• **RECORDED INFORMATION**:
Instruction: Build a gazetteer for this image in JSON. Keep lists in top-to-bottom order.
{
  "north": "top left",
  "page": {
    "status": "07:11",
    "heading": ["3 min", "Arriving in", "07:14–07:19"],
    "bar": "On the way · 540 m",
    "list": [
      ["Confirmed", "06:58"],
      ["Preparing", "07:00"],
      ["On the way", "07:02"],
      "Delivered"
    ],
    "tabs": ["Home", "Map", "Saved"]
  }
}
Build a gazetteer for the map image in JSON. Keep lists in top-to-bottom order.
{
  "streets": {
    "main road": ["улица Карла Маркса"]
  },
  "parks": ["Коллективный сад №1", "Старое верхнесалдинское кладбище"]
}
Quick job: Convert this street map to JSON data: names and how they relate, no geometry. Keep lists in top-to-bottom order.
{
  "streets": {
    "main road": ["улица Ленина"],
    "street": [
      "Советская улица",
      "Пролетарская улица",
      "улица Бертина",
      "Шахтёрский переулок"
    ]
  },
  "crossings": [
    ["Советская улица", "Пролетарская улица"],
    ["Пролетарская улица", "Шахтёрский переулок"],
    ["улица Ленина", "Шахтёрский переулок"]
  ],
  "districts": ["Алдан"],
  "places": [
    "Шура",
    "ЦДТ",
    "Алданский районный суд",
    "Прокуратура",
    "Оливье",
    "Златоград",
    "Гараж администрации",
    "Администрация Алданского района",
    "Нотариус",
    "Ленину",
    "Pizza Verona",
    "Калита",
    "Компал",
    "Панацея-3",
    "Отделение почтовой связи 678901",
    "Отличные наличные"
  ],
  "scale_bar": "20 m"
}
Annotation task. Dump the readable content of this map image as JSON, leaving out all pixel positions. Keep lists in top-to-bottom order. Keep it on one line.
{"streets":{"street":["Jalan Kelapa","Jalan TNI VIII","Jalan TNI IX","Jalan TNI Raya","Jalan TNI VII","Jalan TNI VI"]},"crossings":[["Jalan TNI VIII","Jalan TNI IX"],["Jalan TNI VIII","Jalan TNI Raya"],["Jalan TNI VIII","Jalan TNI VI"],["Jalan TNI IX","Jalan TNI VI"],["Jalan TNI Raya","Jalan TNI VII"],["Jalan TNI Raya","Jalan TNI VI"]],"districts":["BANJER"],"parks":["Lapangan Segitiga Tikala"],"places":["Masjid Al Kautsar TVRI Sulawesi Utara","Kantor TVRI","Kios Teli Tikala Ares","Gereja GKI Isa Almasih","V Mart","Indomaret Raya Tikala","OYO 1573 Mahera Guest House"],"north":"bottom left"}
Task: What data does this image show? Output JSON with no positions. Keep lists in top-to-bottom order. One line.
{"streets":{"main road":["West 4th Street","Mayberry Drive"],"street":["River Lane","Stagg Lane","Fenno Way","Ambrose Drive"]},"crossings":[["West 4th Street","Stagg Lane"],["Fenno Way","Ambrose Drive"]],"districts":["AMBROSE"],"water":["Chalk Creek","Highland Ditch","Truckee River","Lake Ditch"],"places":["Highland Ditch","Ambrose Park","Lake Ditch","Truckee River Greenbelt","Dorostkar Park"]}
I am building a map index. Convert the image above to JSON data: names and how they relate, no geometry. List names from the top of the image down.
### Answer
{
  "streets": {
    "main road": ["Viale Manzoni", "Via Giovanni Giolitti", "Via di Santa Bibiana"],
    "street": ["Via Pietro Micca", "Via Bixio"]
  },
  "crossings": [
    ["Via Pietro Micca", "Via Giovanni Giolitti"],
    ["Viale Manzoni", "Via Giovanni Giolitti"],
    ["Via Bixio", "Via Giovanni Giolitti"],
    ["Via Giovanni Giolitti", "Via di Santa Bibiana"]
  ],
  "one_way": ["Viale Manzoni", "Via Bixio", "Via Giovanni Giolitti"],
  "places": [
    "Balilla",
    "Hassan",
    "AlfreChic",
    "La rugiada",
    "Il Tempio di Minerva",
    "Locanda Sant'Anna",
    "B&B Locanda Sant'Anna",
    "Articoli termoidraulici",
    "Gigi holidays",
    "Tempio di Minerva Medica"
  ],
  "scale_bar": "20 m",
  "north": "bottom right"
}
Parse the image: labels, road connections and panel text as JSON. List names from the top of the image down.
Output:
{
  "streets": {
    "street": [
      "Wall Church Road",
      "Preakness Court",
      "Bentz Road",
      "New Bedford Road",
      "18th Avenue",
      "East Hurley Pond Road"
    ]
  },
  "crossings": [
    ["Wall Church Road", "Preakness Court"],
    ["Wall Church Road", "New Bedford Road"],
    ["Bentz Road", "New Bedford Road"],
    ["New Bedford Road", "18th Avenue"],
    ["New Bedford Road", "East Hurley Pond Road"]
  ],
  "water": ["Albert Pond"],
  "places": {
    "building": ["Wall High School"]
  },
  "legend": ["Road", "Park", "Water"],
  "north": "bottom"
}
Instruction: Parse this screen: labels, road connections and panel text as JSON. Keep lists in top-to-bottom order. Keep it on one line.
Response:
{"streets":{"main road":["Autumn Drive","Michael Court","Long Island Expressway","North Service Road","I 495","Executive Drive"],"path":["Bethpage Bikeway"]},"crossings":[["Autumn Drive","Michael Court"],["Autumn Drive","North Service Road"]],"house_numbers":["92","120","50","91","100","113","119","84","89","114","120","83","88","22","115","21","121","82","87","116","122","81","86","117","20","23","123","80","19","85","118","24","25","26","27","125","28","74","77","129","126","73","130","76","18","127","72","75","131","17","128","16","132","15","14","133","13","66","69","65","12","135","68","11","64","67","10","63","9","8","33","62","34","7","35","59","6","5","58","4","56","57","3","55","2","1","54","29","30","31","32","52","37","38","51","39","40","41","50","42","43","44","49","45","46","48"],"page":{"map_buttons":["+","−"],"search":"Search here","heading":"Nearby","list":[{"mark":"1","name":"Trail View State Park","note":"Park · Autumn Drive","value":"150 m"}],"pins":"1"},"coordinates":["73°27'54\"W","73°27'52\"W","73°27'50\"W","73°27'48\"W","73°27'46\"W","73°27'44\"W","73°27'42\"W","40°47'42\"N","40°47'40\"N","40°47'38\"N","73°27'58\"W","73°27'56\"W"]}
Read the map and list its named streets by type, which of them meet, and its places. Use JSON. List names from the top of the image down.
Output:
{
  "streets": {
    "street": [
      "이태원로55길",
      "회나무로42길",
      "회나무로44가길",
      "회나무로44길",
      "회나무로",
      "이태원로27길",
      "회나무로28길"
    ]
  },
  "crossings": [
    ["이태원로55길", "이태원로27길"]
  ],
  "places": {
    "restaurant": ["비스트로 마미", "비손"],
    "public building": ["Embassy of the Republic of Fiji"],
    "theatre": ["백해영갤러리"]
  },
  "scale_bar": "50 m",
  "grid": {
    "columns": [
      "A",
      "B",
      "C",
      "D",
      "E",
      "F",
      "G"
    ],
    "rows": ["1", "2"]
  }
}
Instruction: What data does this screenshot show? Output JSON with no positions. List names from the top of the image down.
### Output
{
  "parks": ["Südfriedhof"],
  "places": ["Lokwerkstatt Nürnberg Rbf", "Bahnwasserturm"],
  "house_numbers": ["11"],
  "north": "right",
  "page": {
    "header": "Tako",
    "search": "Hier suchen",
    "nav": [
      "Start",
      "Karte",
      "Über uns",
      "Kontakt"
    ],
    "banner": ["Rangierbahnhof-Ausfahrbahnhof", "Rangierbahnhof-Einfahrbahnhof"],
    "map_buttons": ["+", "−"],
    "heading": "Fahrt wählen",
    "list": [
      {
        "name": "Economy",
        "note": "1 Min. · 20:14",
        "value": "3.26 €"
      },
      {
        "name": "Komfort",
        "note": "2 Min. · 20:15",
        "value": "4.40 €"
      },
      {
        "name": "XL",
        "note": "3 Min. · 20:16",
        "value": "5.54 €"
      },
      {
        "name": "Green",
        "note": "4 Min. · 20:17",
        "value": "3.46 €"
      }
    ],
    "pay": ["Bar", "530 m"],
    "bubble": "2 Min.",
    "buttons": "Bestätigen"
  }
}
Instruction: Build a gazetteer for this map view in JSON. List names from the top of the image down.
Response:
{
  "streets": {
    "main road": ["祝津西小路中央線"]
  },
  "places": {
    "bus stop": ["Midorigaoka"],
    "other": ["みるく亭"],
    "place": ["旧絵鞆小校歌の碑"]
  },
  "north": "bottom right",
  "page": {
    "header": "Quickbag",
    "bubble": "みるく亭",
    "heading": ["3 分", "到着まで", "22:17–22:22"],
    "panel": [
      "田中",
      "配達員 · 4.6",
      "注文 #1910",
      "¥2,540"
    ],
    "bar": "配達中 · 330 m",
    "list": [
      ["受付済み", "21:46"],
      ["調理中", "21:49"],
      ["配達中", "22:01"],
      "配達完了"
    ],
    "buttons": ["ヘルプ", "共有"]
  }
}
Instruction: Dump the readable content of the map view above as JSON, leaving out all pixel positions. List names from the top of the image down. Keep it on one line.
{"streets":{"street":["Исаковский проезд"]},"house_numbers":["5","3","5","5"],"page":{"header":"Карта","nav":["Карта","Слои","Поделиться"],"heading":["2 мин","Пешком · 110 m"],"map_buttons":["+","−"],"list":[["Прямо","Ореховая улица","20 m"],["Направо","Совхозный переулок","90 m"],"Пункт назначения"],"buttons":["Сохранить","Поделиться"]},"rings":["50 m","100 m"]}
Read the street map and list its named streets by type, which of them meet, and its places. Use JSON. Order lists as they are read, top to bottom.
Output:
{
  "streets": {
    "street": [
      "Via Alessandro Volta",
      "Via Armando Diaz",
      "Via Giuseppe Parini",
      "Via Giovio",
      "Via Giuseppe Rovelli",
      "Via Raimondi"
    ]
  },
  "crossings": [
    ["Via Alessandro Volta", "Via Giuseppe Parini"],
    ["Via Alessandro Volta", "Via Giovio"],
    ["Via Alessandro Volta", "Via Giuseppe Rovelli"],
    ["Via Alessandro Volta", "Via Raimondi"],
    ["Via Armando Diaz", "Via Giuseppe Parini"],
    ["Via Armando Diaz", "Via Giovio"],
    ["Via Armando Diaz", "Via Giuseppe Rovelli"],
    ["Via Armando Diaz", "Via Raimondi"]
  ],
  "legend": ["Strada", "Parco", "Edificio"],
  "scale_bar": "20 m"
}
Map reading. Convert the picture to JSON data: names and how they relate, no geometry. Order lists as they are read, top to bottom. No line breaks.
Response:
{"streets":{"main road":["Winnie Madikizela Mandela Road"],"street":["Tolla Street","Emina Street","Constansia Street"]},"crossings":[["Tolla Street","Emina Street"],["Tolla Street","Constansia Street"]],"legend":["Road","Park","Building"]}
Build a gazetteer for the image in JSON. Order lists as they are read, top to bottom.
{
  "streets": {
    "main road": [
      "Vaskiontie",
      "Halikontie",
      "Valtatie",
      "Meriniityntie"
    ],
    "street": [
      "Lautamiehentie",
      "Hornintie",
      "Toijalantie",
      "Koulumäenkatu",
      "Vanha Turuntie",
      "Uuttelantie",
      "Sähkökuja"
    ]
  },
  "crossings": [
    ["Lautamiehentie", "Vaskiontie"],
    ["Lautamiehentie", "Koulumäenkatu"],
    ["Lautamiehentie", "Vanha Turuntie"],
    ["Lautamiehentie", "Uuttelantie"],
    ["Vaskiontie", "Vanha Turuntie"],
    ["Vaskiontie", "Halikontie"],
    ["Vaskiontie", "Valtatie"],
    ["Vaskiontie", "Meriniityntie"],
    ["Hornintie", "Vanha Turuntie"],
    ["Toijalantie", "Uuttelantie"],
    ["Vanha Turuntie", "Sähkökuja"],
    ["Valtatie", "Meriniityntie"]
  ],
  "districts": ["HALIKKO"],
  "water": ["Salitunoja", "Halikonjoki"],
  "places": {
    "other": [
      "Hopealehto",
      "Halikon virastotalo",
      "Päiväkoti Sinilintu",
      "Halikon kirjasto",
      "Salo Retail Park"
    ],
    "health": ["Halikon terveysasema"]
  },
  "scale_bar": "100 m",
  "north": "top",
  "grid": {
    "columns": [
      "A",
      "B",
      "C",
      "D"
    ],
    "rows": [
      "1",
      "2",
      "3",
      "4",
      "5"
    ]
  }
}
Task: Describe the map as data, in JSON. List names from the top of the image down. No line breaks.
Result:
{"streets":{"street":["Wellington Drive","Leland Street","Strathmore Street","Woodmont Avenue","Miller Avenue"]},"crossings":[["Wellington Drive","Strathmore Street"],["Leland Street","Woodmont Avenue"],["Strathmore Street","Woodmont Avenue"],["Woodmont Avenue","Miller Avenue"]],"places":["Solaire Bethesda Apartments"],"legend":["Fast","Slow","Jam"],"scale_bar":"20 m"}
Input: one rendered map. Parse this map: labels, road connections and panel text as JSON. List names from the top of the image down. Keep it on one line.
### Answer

• **DIRECTIONS**:
Repeat exactly the lines from the line containing "Input: one rendered" through the last line of the records above, including both, and nothing else.

• **RESPONSE FOR THIS EXERCISE**:
Input: one rendered map. Parse this map: labels, road connections and panel text as JSON. List names from the top of the image down. Keep it on one line.
### Answer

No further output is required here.